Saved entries
━━━━━━━━━━━━━━━━━━━━
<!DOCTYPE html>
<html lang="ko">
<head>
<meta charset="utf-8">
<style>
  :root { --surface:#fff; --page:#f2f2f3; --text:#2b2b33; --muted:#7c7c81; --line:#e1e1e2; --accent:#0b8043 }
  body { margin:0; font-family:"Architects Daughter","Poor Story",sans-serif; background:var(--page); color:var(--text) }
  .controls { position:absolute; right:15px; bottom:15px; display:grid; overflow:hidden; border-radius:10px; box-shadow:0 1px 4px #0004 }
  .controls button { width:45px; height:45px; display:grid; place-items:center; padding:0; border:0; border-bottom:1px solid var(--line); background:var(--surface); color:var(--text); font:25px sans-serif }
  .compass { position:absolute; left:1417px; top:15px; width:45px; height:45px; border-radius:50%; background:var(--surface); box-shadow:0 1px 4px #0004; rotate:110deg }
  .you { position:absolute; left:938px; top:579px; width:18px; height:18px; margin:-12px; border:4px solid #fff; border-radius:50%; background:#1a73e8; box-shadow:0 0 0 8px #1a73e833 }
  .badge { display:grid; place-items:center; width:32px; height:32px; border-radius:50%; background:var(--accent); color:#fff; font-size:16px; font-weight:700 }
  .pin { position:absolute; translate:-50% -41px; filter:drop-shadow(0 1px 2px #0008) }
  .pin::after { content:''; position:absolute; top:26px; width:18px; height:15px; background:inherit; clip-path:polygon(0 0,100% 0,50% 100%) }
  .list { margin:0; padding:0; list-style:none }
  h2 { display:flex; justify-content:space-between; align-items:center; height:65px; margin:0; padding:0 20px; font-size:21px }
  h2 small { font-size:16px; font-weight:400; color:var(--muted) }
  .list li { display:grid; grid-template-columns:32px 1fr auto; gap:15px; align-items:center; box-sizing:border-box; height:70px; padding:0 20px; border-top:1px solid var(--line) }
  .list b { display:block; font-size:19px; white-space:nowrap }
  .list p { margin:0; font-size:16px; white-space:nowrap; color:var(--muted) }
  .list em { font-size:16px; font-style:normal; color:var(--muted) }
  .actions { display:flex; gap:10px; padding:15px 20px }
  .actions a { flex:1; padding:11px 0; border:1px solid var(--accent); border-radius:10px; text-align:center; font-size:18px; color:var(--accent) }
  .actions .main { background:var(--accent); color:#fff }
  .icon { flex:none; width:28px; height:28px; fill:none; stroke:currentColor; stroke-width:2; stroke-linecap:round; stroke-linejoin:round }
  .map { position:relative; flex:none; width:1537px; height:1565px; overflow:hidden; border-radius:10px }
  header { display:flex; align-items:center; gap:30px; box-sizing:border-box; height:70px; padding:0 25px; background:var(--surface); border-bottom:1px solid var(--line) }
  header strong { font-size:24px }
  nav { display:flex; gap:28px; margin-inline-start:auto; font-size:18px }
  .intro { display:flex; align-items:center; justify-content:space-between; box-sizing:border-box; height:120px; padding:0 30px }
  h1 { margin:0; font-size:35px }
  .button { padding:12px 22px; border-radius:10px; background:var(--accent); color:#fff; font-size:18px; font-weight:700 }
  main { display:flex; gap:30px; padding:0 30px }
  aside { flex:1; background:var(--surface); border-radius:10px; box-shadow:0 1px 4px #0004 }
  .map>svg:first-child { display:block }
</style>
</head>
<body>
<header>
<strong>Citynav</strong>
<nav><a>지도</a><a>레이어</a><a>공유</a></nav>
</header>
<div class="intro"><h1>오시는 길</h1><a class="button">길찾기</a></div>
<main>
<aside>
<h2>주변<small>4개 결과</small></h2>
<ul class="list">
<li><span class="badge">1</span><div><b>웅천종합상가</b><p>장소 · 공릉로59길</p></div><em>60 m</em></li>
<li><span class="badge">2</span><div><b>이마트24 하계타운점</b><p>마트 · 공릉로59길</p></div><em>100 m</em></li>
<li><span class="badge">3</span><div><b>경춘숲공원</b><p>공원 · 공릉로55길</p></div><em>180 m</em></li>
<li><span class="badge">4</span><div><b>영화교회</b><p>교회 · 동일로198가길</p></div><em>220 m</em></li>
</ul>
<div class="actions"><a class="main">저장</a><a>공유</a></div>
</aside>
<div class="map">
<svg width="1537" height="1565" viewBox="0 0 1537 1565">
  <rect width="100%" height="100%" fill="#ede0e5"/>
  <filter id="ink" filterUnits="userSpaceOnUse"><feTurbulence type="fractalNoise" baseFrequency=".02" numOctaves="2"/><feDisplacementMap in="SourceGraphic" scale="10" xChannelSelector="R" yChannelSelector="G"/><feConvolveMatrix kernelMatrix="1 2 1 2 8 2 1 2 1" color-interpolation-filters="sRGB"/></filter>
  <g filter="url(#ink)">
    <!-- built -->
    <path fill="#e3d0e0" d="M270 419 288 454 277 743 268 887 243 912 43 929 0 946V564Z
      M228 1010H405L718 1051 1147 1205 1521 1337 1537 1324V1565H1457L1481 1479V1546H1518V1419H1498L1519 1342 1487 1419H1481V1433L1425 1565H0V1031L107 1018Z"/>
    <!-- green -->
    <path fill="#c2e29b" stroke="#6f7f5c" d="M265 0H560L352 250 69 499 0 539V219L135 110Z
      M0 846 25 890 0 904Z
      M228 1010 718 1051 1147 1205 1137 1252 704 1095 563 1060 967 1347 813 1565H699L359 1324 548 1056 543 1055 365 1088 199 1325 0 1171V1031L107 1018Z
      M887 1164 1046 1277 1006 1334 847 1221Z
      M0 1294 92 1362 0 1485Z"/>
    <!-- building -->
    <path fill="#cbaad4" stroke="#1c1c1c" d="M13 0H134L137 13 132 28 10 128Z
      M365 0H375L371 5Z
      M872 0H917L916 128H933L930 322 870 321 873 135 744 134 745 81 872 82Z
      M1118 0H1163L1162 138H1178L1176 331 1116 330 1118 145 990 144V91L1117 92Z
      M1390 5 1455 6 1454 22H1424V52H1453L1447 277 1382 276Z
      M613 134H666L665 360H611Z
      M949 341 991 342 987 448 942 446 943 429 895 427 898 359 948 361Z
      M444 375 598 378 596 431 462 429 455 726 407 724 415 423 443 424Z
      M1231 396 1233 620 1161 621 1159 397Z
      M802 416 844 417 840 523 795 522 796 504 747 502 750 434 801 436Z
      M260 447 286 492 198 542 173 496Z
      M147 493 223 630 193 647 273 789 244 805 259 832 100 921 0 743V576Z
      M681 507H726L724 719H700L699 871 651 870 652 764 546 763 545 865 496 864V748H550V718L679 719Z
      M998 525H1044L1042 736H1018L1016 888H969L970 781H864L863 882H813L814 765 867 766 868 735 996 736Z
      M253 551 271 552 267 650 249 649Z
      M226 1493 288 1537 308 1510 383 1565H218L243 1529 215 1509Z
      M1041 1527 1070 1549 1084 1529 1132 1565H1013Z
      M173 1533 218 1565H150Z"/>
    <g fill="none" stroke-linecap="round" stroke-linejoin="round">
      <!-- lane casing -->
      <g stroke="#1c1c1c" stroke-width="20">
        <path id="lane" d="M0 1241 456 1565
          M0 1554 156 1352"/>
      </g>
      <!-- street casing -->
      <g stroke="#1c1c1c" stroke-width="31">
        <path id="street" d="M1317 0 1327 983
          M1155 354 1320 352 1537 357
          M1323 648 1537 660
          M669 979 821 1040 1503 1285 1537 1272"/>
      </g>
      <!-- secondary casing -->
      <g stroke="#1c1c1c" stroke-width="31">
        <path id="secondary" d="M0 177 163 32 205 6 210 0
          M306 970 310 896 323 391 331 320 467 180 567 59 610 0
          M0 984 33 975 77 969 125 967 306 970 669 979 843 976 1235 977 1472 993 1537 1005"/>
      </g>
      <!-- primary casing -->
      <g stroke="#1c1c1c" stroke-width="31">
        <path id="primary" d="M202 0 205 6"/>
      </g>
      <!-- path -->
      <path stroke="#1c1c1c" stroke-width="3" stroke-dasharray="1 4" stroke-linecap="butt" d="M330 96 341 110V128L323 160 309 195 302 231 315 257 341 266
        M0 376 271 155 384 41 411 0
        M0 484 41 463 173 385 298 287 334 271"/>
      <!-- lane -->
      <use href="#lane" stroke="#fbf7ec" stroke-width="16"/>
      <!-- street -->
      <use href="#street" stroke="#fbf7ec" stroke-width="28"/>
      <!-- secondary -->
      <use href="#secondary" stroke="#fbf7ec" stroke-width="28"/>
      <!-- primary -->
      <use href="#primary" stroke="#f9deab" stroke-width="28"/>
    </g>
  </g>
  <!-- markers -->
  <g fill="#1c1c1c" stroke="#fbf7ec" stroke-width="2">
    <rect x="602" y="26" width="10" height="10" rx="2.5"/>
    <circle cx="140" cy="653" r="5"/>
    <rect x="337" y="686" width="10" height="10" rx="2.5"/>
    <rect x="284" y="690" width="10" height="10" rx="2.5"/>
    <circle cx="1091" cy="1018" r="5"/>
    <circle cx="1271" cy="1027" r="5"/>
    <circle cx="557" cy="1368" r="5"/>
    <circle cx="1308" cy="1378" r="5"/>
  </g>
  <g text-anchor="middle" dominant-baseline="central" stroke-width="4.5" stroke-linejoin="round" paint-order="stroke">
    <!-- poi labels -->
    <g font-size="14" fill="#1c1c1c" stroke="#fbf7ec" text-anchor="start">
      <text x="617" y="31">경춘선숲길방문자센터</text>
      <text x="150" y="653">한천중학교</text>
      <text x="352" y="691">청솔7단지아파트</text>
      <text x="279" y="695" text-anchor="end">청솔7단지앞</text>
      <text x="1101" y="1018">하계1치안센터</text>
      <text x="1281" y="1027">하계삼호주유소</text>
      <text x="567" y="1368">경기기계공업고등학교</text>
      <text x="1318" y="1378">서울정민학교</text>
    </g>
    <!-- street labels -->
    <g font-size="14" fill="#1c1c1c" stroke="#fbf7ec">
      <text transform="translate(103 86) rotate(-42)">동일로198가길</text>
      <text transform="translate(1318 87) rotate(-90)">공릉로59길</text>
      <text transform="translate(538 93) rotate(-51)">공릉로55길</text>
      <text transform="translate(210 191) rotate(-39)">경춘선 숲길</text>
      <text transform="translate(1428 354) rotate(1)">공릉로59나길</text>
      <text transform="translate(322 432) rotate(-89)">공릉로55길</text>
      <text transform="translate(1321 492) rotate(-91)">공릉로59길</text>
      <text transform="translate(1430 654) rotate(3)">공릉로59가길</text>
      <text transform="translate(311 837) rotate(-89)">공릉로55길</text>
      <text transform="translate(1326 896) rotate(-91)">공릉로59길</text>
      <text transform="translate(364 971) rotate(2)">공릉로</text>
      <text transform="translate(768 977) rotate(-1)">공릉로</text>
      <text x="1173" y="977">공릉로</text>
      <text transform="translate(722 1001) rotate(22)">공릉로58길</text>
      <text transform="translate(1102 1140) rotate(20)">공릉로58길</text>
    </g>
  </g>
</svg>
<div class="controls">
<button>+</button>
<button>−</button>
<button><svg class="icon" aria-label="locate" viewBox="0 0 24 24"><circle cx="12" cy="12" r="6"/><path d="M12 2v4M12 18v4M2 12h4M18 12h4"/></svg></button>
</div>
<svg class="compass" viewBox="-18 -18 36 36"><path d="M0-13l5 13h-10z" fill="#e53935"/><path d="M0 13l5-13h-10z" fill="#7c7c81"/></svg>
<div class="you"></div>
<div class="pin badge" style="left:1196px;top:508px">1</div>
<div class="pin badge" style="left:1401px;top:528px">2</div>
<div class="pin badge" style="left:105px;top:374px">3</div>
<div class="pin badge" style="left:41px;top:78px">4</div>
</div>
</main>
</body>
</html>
━━━━━━━━━━━━━━━━━━━━
Aim of the task
Transcribe, exactly as written, all lines of the entries above from the first to the one containing "position:absolute; left:1417px; top:15px;", and no more.

Reply
<!DOCTYPE html>
<html lang="ko">
<head>
<meta charset="utf-8">
<style>
  :root { --surface:#fff; --page:#f2f2f3; --text:#2b2b33; --muted:#7c7c81; --line:#e1e1e2; --accent:#0b8043 }
  body { margin:0; font-family:"Architects Daughter","Poor Story",sans-serif; background:var(--page); color:var(--text) }
  .controls { position:absolute; right:15px; bottom:15px; display:grid; overflow:hidden; border-radius:10px; box-shadow:0 1px 4px #0004 }
  .controls button { width:45px; height:45px; display:grid; place-items:center; padding:0; border:0; border-bottom:1px solid var(--line); background:var(--surface); color:var(--text); font:25px sans-serif }
  .compass { position:absolute; left:1417px; top:15px; width:45px; height:45px; border-radius:50%; background:var(--surface); box-shadow:0 1px 4px #0004; rotate:110deg }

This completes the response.